§ **Material to process**:
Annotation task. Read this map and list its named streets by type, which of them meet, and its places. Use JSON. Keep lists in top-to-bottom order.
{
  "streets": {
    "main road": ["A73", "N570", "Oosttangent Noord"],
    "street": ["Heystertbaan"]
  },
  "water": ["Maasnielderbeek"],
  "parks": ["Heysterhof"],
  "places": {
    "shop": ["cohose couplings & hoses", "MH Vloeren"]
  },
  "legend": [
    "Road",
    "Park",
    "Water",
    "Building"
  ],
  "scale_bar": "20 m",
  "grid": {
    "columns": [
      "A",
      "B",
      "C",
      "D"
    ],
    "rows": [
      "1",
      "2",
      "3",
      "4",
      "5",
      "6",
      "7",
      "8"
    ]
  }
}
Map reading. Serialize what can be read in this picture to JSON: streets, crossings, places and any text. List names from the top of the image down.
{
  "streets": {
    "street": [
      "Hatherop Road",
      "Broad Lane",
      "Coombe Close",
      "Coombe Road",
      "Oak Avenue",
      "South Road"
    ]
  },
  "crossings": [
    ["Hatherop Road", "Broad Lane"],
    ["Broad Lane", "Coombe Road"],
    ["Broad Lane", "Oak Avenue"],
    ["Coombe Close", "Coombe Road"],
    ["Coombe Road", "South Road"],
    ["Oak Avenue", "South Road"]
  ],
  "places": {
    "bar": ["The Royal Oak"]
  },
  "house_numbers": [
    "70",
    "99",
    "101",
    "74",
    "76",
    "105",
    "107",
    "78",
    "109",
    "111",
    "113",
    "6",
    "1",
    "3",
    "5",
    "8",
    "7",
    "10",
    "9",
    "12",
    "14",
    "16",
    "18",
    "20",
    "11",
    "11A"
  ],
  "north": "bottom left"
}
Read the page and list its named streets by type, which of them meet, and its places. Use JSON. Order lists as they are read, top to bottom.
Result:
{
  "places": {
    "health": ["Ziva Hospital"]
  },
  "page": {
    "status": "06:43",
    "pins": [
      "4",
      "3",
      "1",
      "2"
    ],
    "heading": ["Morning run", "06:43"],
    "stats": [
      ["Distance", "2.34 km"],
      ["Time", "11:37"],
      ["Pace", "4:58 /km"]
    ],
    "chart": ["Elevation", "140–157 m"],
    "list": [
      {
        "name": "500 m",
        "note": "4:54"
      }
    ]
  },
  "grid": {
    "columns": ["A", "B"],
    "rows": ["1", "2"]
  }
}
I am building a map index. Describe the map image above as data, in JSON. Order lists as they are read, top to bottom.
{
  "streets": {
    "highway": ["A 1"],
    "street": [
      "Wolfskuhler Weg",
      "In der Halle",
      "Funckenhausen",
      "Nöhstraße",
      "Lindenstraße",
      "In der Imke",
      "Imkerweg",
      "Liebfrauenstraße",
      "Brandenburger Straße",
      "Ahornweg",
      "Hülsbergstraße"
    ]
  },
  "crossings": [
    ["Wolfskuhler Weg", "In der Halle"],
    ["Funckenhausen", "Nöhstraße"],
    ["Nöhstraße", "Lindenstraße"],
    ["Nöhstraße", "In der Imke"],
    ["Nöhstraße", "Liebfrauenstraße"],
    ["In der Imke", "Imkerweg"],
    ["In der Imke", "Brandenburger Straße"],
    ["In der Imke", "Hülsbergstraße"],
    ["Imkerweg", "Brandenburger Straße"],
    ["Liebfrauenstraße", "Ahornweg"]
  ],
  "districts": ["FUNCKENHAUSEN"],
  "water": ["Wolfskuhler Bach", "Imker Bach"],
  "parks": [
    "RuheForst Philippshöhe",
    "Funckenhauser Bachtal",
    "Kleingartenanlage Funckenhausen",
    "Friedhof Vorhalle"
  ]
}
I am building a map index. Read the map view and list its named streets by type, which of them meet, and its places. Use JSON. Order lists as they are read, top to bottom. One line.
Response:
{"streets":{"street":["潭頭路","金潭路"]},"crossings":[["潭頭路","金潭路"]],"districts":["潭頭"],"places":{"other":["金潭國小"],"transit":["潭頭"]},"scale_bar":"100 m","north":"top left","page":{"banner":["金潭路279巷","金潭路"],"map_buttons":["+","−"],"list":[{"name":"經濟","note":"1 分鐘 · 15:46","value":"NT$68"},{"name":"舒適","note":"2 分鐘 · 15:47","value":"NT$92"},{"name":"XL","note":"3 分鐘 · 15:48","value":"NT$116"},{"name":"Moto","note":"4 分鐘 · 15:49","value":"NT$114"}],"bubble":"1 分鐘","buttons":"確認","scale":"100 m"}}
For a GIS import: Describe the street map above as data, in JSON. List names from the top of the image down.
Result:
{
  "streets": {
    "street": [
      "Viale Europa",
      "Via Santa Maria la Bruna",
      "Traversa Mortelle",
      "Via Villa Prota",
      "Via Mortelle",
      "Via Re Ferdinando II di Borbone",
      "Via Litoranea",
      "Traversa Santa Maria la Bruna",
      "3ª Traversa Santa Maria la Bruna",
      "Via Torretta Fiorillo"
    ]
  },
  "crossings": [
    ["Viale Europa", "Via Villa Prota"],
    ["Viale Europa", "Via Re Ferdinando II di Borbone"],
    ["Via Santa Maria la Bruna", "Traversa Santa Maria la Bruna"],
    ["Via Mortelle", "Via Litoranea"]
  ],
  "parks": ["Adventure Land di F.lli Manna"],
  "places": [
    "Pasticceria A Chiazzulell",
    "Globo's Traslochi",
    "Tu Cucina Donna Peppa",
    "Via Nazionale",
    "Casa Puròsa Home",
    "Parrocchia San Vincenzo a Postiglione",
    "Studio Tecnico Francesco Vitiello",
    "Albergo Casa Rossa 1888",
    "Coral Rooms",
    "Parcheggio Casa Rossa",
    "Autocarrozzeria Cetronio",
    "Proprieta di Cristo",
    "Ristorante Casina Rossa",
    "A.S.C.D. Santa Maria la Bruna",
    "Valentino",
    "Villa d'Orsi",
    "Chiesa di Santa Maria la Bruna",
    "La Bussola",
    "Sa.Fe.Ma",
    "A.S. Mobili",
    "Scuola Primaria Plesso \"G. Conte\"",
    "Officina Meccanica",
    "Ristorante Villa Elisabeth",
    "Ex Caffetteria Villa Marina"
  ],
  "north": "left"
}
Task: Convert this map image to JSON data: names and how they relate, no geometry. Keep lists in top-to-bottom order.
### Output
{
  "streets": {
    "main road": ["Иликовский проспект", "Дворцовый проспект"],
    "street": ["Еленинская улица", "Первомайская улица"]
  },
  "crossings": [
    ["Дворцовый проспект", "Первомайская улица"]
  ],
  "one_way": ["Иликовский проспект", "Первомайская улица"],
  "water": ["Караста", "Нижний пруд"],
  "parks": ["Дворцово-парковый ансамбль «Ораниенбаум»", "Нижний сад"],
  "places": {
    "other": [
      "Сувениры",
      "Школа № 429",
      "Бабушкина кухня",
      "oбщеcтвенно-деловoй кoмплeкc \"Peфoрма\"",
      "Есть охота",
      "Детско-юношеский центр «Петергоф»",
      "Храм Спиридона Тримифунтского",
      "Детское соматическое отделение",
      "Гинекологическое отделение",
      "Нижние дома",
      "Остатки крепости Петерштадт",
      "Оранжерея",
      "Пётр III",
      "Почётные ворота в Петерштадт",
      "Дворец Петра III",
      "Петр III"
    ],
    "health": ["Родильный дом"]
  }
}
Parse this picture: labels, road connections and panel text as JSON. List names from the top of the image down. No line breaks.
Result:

§ **What this task involves**: What is needed is the full listing, reproduced exactly.

§ **Your solution**:
Annotation task. Read this map and list its named streets by type, which of them meet, and its places. Use JSON. Keep lists in top-to-bottom order.
{
  "streets": {
    "main road": ["A73", "N570", "Oosttangent Noord"],
    "street": ["Heystertbaan"]
  },
  "water": ["Maasnielderbeek"],
  "parks": ["Heysterhof"],
  "places": {
    "shop": ["cohose couplings & hoses", "MH Vloeren"]
  },
  "legend": [
    "Road",
    "Park",
    "Water",
    "Building"
  ],
  "scale_bar": "20 m",
  "grid": {
    "columns": [
      "A",
      "B",
      "C",
      "D"
    ],
    "rows": [
      "1",
      "2",
      "3",
      "4",
      "5",
      "6",
      "7",
      "8"
    ]
  }
}
Map reading. Serialize what can be read in this picture to JSON: streets, crossings, places and any text. List names from the top of the image down.
{
  "streets": {
    "street": [
      "Hatherop Road",
      "Broad Lane",
      "Coombe Close",
      "Coombe Road",
      "Oak Avenue",
      "South Road"
    ]
  },
  "crossings": [
    ["Hatherop Road", "Broad Lane"],
    ["Broad Lane", "Coombe Road"],
    ["Broad Lane", "Oak Avenue"],
    ["Coombe Close", "Coombe Road"],
    ["Coombe Road", "South Road"],
    ["Oak Avenue", "South Road"]
  ],
  "places": {
    "bar": ["The Royal Oak"]
  },
  "house_numbers": [
    "70",
    "99",
    "101",
    "74",
    "76",
    "105",
    "107",
    "78",
    "109",
    "111",
    "113",
    "6",
    "1",
    "3",
    "5",
    "8",
    "7",
    "10",
    "9",
    "12",
    "14",
    "16",
    "18",
    "20",
    "11",
    "11A"
  ],
  "north": "bottom left"
}
Read the page and list its named streets by type, which of them meet, and its places. Use JSON. Order lists as they are read, top to bottom.
Result:
{
  "places": {
    "health": ["Ziva Hospital"]
  },
  "page": {
    "status": "06:43",
    "pins": [
      "4",
      "3",
      "1",
      "2"
    ],
    "heading": ["Morning run", "06:43"],
    "stats": [
      ["Distance", "2.34 km"],
      ["Time", "11:37"],
      ["Pace", "4:58 /km"]
    ],
    "chart": ["Elevation", "140–157 m"],
    "list": [
      {
        "name": "500 m",
        "note": "4:54"
      }
    ]
  },
  "grid": {
    "columns": ["A", "B"],
    "rows": ["1", "2"]
  }
}
I am building a map index. Describe the map image above as data, in JSON. Order lists as they are read, top to bottom.
{
  "streets": {
    "highway": ["A 1"],
    "street": [
      "Wolfskuhler Weg",
      "In der Halle",
      "Funckenhausen",
      "Nöhstraße",
      "Lindenstraße",
      "In der Imke",
      "Imkerweg",
      "Liebfrauenstraße",
      "Brandenburger Straße",
      "Ahornweg",
      "Hülsbergstraße"
    ]
  },
  "crossings": [
    ["Wolfskuhler Weg", "In der Halle"],
    ["Funckenhausen", "Nöhstraße"],
    ["Nöhstraße", "Lindenstraße"],
    ["Nöhstraße", "In der Imke"],
    ["Nöhstraße", "Liebfrauenstraße"],
    ["In der Imke", "Imkerweg"],
    ["In der Imke", "Brandenburger Straße"],
    ["In der Imke", "Hülsbergstraße"],
    ["Imkerweg", "Brandenburger Straße"],
    ["Liebfrauenstraße", "Ahornweg"]
  ],
  "districts": ["FUNCKENHAUSEN"],
  "water": ["Wolfskuhler Bach", "Imker Bach"],
  "parks": [
    "RuheForst Philippshöhe",
    "Funckenhauser Bachtal",
    "Kleingartenanlage Funckenhausen",
    "Friedhof Vorhalle"
  ]
}
I am building a map index. Read the map view and list its named streets by type, which of them meet, and its places. Use JSON. Order lists as they are read, top to bottom. One line.
Response:
{"streets":{"street":["潭頭路","金潭路"]},"crossings":[["潭頭路","金潭路"]],"districts":["潭頭"],"places":{"other":["金潭國小"],"transit":["潭頭"]},"scale_bar":"100 m","north":"top left","page":{"banner":["金潭路279巷","金潭路"],"map_buttons":["+","−"],"list":[{"name":"經濟","note":"1 分鐘 · 15:46","value":"NT$68"},{"name":"舒適","note":"2 分鐘 · 15:47","value":"NT$92"},{"name":"XL","note":"3 分鐘 · 15:48","value":"NT$116"},{"name":"Moto","note":"4 分鐘 · 15:49","value":"NT$114"}],"bubble":"1 分鐘","buttons":"確認","scale":"100 m"}}
For a GIS import: Describe the street map above as data, in JSON. List names from the top of the image down.
Result:
{
  "streets": {
    "street": [
      "Viale Europa",
      "Via Santa Maria la Bruna",
      "Traversa Mortelle",
      "Via Villa Prota",
      "Via Mortelle",
      "Via Re Ferdinando II di Borbone",
      "Via Litoranea",
      "Traversa Santa Maria la Bruna",
      "3ª Traversa Santa Maria la Bruna",
      "Via Torretta Fiorillo"
    ]
  },
  "crossings": [
    ["Viale Europa", "Via Villa Prota"],
    ["Viale Europa", "Via Re Ferdinando II di Borbone"],
    ["Via Santa Maria la Bruna", "Traversa Santa Maria la Bruna"],
    ["Via Mortelle", "Via Litoranea"]
  ],
  "parks": ["Adventure Land di F.lli Manna"],
  "places": [
    "Pasticceria A Chiazzulell",
    "Globo's Traslochi",
    "Tu Cucina Donna Peppa",
    "Via Nazionale",
    "Casa Puròsa Home",
    "Parrocchia San Vincenzo a Postiglione",
    "Studio Tecnico Francesco Vitiello",
    "Albergo Casa Rossa 1888",
    "Coral Rooms",
    "Parcheggio Casa Rossa",
    "Autocarrozzeria Cetronio",
    "Proprieta di Cristo",
    "Ristorante Casina Rossa",
    "A.S.C.D. Santa Maria la Bruna",
    "Valentino",
    "Villa d'Orsi",
    "Chiesa di Santa Maria la Bruna",
    "La Bussola",
    "Sa.Fe.Ma",
    "A.S. Mobili",
    "Scuola Primaria Plesso \"G. Conte\"",
    "Officina Meccanica",
    "Ristorante Villa Elisabeth",
    "Ex Caffetteria Villa Marina"
  ],
  "north": "left"
}
Task: Convert this map image to JSON data: names and how they relate, no geometry. Keep lists in top-to-bottom order.
### Output
{
  "streets": {
    "main road": ["Иликовский проспект", "Дворцовый проспект"],
    "street": ["Еленинская улица", "Первомайская улица"]
  },
  "crossings": [
    ["Дворцовый проспект", "Первомайская улица"]
  ],
  "one_way": ["Иликовский проспект", "Первомайская улица"],
  "water": ["Караста", "Нижний пруд"],
  "parks": ["Дворцово-парковый ансамбль «Ораниенбаум»", "Нижний сад"],
  "places": {
    "other": [
      "Сувениры",
      "Школа № 429",
      "Бабушкина кухня",
      "oбщеcтвенно-деловoй кoмплeкc \"Peфoрма\"",
      "Есть охота",
      "Детско-юношеский центр «Петергоф»",
      "Храм Спиридона Тримифунтского",
      "Детское соматическое отделение",
      "Гинекологическое отделение",
      "Нижние дома",
      "Остатки крепости Петерштадт",
      "Оранжерея",
      "Пётр III",
      "Почётные ворота в Петерштадт",
      "Дворец Петра III",
      "Петр III"
    ],
    "health": ["Родильный дом"]
  }
}
Parse this picture: labels, road connections and panel text as JSON. List names from the top of the image down. No line breaks.
Result:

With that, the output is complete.